== Material for this task ==
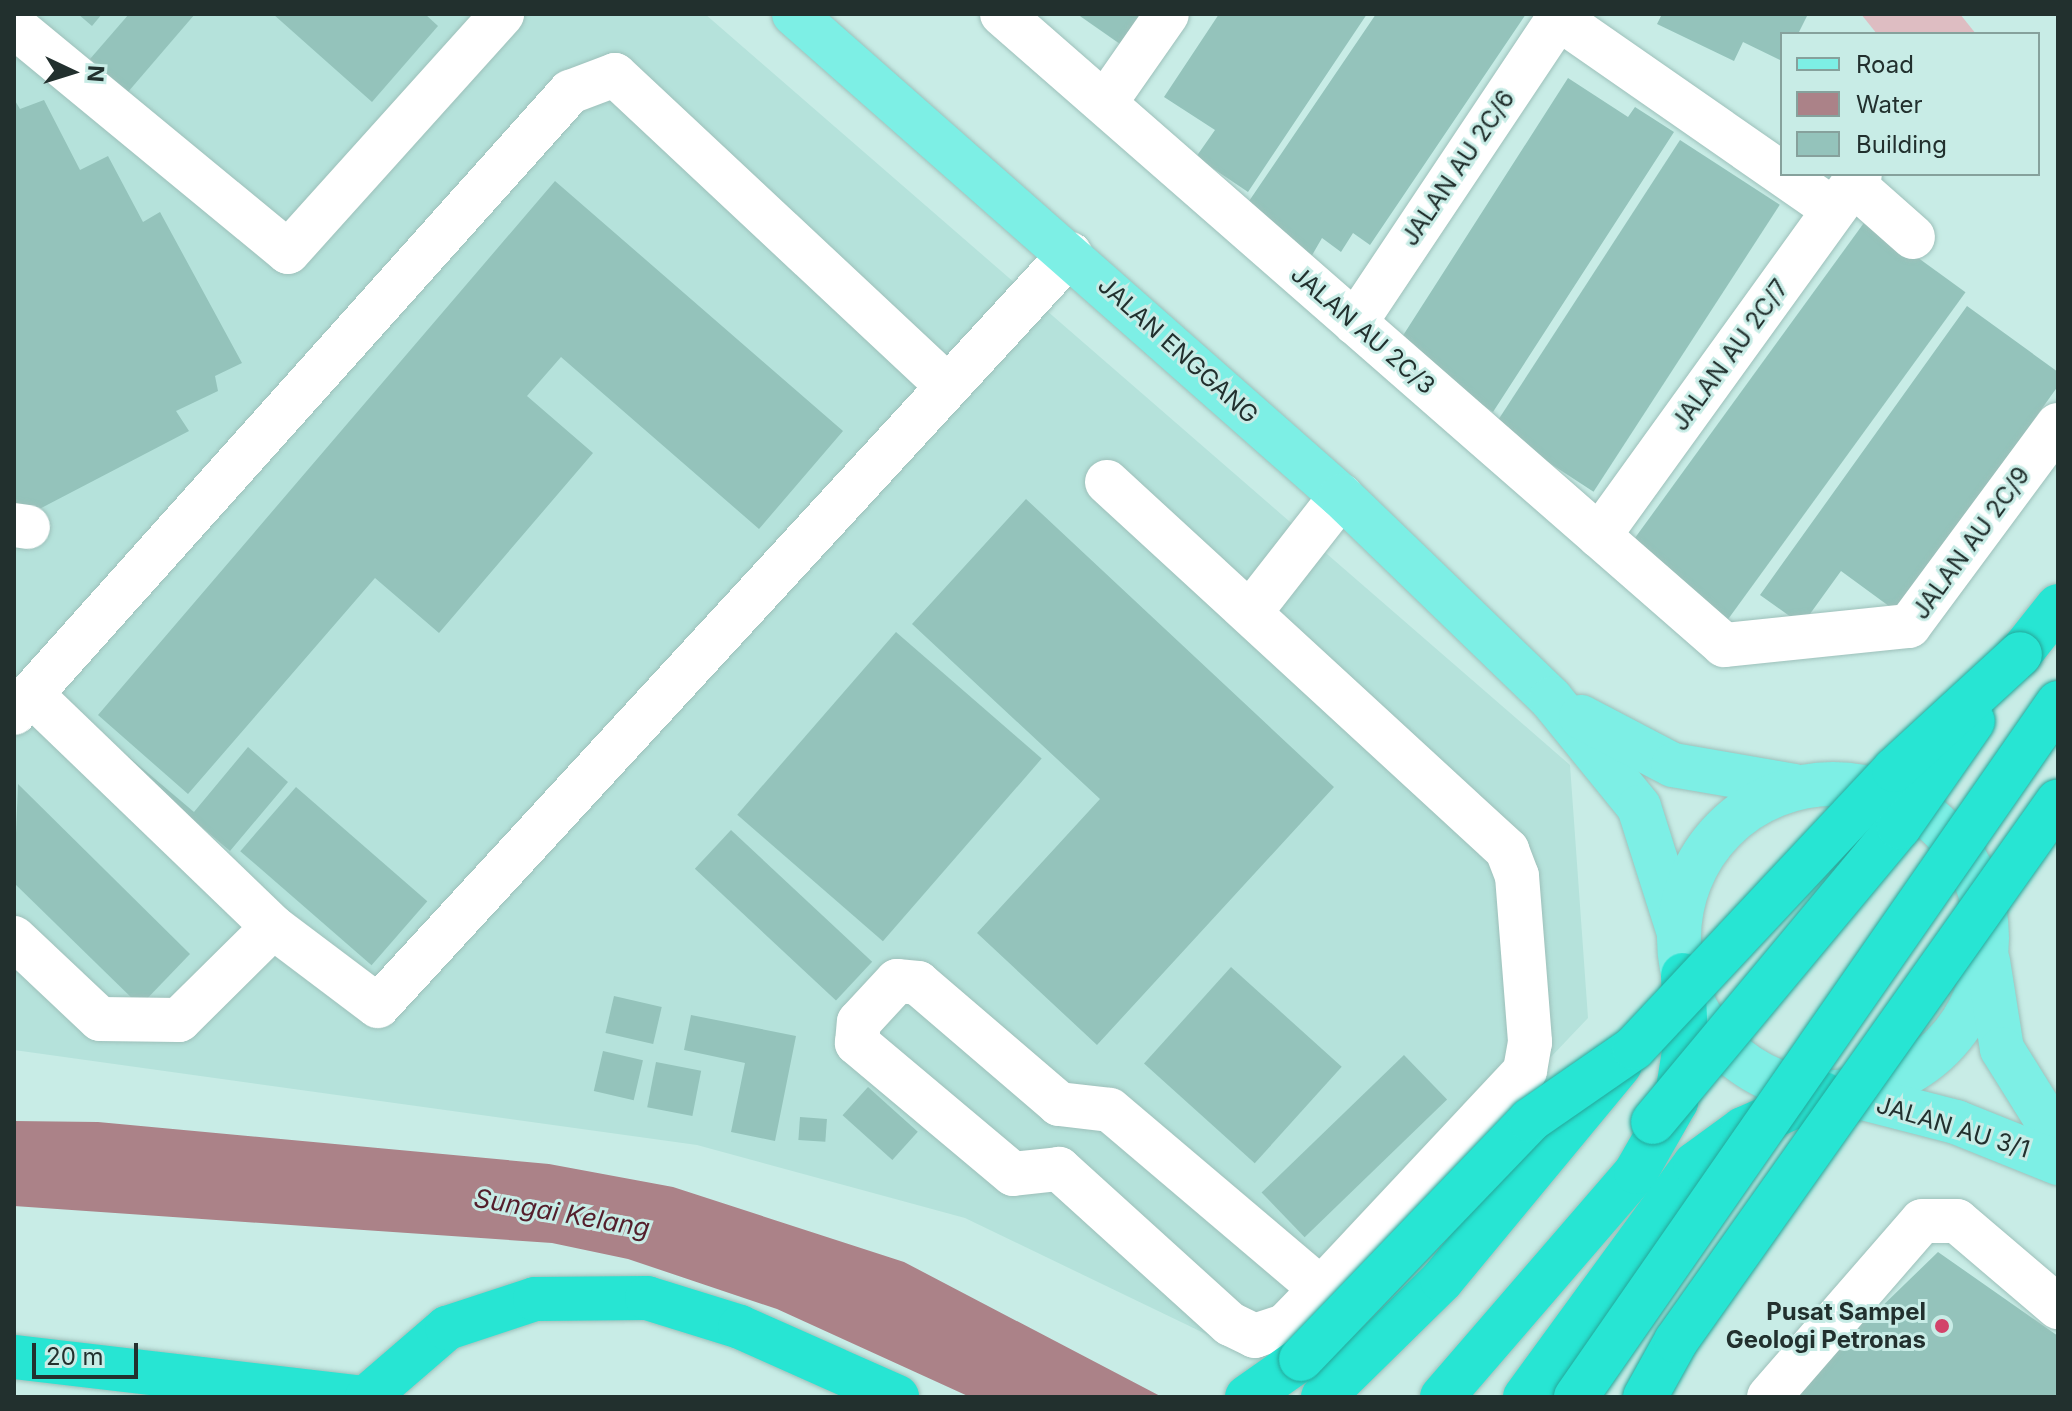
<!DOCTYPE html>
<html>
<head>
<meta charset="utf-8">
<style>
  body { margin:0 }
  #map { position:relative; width:2072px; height:1411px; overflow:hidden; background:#c8ece6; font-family:Inter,sans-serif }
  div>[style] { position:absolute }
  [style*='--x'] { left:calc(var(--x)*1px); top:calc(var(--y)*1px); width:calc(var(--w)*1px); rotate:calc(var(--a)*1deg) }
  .built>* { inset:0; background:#b5e2db }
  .green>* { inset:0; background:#debdc2 }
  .water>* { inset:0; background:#ab8288 }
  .building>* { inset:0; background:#94c3bb; transform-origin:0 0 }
  .roads { filter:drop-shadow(0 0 2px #9dc0ba) drop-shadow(0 0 2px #9dc0ba) }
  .minor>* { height:44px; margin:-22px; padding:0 22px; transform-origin:22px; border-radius:22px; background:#fff }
  .major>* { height:44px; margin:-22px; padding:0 22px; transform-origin:22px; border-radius:22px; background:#7defe5 }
  .major>.ring { margin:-22px; padding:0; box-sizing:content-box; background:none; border:44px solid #7defe5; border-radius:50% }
  .highway>* { height:44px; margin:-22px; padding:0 22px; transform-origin:22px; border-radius:22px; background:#27e5d3 }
  .bridges { filter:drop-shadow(0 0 2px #25a699) drop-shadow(0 0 2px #25a699) }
  .highway-bridge>* { height:44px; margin:-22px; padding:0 22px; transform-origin:22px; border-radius:22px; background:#27e5d3 }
  .dots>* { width:22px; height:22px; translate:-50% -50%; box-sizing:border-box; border:4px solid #c8ece6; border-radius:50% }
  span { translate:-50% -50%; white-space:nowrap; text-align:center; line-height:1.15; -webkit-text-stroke:6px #c8ece6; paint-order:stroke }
  .street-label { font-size:24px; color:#22302e }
  .poi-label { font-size:24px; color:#22302e; font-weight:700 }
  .right { translate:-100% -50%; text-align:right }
  .water-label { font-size:26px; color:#541e2b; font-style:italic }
  .frame { position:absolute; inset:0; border:16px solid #22302e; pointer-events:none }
  .legend { position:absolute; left:1780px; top:32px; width:260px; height:144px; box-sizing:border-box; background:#c8ece6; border:2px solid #86a19c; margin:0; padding:10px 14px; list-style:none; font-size:24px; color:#22302e }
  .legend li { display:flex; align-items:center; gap:16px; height:40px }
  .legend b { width:40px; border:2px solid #86a19c }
  .north { position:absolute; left:32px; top:32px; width:80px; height:80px; -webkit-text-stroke:6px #c8ece6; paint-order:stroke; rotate:94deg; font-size:22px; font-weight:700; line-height:32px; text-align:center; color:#22302e }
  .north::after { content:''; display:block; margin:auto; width:28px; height:36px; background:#22302e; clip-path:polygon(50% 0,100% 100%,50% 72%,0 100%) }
  .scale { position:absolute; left:32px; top:1343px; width:106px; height:36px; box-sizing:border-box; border:4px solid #22302e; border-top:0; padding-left:10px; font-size:24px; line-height:28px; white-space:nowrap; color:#22302e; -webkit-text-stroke:6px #c8ece6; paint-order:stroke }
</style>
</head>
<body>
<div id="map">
  <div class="built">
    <div style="clip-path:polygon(14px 14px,705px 14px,1570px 765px,1588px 1018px,1262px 1361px,965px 1218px,697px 1145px,14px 1050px)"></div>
  </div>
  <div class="green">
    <div style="clip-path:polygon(1861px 14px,1960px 14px,1976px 34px,1877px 34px)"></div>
  </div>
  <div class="water">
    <div style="clip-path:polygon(14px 1121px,98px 1122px,549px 1164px,673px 1187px,904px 1262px,1162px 1397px,970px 1397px,777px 1309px,628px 1259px,552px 1243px,14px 1206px)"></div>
  </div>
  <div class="building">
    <div style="clip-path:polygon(78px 14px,102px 14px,92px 26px)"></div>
    <div style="clip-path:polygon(129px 14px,195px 14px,128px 92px,90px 59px)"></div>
    <div style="clip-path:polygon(273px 14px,425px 14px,438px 26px,372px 102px)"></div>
    <div style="clip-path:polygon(1077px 14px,1141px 14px,1120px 44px)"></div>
    <div style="clip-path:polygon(1219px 14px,1367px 14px,1248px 192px,1196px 157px,1215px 130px,1164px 97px)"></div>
    <div style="clip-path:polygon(1376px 14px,1526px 14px,1370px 245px,1353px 233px,1341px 252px,1322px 238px,1311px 257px,1243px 210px)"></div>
    <div style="clip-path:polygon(1662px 14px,1808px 14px,1798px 34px,1782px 34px,1782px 61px,1743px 42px,1734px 61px,1657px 24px)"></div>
    <div style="clip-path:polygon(1568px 78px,1628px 117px,1635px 107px,1674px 132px,1493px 412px,1395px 348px)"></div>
    <div style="clip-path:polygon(14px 99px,20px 109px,44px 100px,80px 170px,108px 156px,143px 222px,160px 212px,242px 363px,215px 376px,218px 391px,176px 411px,189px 431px,24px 517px,14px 504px)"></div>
    <div style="left:1680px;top:140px;width:119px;height:342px;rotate:33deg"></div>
    <div style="clip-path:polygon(555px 181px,843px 431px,759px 529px,561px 357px,527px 396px,593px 453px,439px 633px,375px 578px,188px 794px,98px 715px)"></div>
    <div style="left:1866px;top:220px;width:123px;height:408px;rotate:36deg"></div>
    <div style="clip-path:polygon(1967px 306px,2058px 372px,2058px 386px,1897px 612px,1841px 571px,1802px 625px,1760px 595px)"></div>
    <div style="clip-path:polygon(1026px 499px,1334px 787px,1097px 1045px,977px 933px,1100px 799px,912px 624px)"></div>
    <div style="left:896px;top:632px;width:193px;height:242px;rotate:41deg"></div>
    <div style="clip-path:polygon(248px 747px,288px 782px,230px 851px,119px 757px,123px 752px,194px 812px)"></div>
    <div style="clip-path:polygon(18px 784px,190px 954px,140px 1006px,14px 883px)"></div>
    <div style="left:296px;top:787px;width:174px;height:85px;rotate:41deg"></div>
    <div style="left:731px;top:830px;width:193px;height:53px;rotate:43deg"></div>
    <div style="left:1231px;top:967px;width:149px;height:130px;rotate:42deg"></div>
    <div style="left:614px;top:996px;width:49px;height:38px;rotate:13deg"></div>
    <div style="clip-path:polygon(691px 1015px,796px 1036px,775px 1141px,731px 1132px,745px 1063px,684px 1050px)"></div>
    <div style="left:603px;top:1051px;width:41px;height:41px;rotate:13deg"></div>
    <div style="left:1404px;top:1055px;width:62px;height:198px;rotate:46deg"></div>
    <div style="left:656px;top:1062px;width:46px;height:46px;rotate:11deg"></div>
    <div style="left:868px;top:1087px;width:67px;height:38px;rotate:42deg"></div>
    <div style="left:800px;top:1117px;width:27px;height:23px;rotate:4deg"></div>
    <div style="clip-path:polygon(1938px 1252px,2058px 1336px,2058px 1397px,1778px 1397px,1860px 1308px,1873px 1315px)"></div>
  </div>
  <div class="roads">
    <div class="minor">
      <div style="--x:1002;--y:14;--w:959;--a:41.15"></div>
      <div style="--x:1724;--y:645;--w:186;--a:-5.9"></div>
      <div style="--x:1909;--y:626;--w:250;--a:-53.5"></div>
      <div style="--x:1558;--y:18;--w:336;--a:34.8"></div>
      <div style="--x:14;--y:26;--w:355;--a:39.5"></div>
      <div style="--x:288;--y:252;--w:320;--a:-48"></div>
      <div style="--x:1105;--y:103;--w:108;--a:-55.1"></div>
      <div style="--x:1853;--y:184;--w:80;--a:41.5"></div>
      <div style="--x:1355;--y:323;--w:371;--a:-56.3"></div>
      <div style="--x:1107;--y:482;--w:544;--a:42.61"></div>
      <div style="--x:1507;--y:850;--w:28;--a:69"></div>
      <div style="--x:1517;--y:876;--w:167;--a:85.5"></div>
      <div style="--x:1530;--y:1042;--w:29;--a:100"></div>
      <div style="--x:1525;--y:1071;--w:299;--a:133.1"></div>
      <div style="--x:1321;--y:1289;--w:52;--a:134.2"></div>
      <div style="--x:1285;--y:1326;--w:32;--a:162"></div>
      <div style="--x:1255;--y:1336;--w:28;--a:-154"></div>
      <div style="--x:1230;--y:1324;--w:231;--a:-137.8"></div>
      <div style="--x:1059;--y:1169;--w:46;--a:173.8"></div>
      <div style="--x:1013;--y:1174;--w:204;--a:-140"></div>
      <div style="--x:857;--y:1043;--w:21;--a:-85"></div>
      <div style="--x:859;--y:1022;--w:56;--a:-47.2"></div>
      <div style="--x:897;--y:981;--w:21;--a:5"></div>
      <div style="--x:918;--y:983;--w:186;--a:40.6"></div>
      <div style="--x:1059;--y:1104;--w:51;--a:6.7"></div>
      <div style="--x:1110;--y:1110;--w:277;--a:40.3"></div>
      <div style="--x:14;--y:525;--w:14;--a:8"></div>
      <div style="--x:1599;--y:536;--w:446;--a:-54.2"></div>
      <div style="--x:1252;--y:610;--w:145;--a:-52"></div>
      <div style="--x:31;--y:694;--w:336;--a:43.9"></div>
      <div style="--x:273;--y:927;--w:131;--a:37"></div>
      <div style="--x:378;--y:1006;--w:1022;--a:-47.38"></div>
      <div style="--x:14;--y:713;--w:834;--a:-48.16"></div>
      <div style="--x:570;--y:92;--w:48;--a:-20.7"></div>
      <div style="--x:615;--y:75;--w:453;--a:43.1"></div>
      <div style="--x:14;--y:938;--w:118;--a:43.3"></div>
      <div style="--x:100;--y:1019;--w:79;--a:0.7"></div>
      <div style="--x:179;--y:1020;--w:132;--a:-44.7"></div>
      <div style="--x:1769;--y:1397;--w:233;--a:-49"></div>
      <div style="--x:1922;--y:1221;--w:35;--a:0"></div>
      <div style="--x:1957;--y:1221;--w:133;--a:40.4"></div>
    </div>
    <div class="major">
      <div style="--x:794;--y:14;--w:729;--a:41.39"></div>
      <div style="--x:1341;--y:496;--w:292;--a:44"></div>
      <div style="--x:1551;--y:699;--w:139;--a:50.8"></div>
      <div style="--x:1639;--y:807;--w:132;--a:72.4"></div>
      <div style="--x:1581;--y:717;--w:104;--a:27.6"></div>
      <div style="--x:1673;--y:765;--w:123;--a:9.8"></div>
      <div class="ring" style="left:1679px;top:784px;width:264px;height:264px"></div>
      <div style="--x:1988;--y:961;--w:89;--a:81"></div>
      <div style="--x:2002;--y:1049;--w:106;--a:58.1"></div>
      <div style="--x:1847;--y:1094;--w:113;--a:14.4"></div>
      <div style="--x:1956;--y:1122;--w:110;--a:21.9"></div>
    </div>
    <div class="highway">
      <div style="--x:2020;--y:654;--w:61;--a:-51.6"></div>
      <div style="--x:14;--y:1357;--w:344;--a:6.7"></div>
      <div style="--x:367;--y:1397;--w:106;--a:-40.8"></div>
      <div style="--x:447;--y:1328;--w:93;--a:-18.2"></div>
      <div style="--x:535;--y:1299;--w:112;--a:-0.5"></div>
      <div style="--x:647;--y:1298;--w:97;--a:17.3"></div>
      <div style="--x:740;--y:1327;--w:172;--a:24"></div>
      <div style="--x:1247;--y:1397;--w:66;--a:-35.1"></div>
      <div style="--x:1323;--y:1397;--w:167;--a:-44.5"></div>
      <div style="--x:1442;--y:1280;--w:279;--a:-50.4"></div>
      <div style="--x:1442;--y:1397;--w:297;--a:-49.2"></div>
      <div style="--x:1636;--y:1172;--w:81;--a:-60.3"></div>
      <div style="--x:1676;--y:1102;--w:64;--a:-81"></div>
      <div style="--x:1686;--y:1039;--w:64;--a:-92.7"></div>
      <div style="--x:1525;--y:1397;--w:288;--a:-53.9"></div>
      <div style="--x:1695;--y:1164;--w:59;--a:-36.1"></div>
      <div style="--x:1743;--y:1129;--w:88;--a:-23.4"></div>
    </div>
  </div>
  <div class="bridges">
    <div class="highway-bridge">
      <div style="--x:1653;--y:1122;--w:384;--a:-50.2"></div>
      <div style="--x:1899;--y:827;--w:129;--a:-55.1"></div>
      <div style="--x:1301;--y:1359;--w:331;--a:-46.2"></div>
      <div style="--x:1530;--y:1120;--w:126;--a:-34.7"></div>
      <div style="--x:1634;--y:1048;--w:381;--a:-46.9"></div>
      <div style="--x:1894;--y:770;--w:171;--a:-42.6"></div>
      <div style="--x:1576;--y:1397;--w:845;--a:-55.22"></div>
      <div style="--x:1645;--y:1397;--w:64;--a:-61"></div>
      <div style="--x:1676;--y:1341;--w:661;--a:-54.72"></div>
    </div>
  </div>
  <div class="dots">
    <div style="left:1942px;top:1326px;background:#d2436a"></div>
  </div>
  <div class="street-label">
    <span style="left:1458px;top:168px;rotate:-56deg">JALAN AU 2C/6</span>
    <span style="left:1363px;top:330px;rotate:41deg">JALAN AU 2C/3</span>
    <span style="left:1178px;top:350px;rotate:42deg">JALAN ENGGANG</span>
    <span style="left:1730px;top:355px;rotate:-54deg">JALAN AU 2C/7</span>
    <span style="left:1971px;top:543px;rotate:-54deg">JALAN AU 2C/9</span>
    <span style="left:1953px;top:1127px;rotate:17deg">JALAN AU 3/1</span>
  </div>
  <div class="poi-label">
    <span class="right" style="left:1926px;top:1326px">Pusat Sampel<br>Geologi Petronas</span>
  </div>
  <div class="water-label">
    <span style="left:562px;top:1213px;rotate:10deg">Sungai Kelang</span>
  </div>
  <div class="frame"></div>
  <ul class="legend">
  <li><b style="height:10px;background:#7defe5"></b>Road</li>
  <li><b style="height:22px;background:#ab8288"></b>Water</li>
  <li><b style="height:22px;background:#94c3bb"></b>Building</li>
  </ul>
  <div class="north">N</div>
  <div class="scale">20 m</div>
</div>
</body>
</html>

== Exercise instructions ==
Starting at the first line of the material above and ending with the line that contains "2px #9dc0ba) drop-shadow(0", reproduce every line exactly, and leave out the pictures.

== Task response ==
<!DOCTYPE html>
<html>
<head>
<meta charset="utf-8">
<style>
  body { margin:0 }
  #map { position:relative; width:2072px; height:1411px; overflow:hidden; background:#c8ece6; font-family:Inter,sans-serif }
  div>[style] { position:absolute }
  [style*='--x'] { left:calc(var(--x)*1px); top:calc(var(--y)*1px); width:calc(var(--w)*1px); rotate:calc(var(--a)*1deg) }
  .built>* { inset:0; background:#b5e2db }
  .green>* { inset:0; background:#debdc2 }
  .water>* { inset:0; background:#ab8288 }
  .building>* { inset:0; background:#94c3bb; transform-origin:0 0 }
  .roads { filter:drop-shadow(0 0 2px #9dc0ba) drop-shadow(0 0 2px #9dc0ba) }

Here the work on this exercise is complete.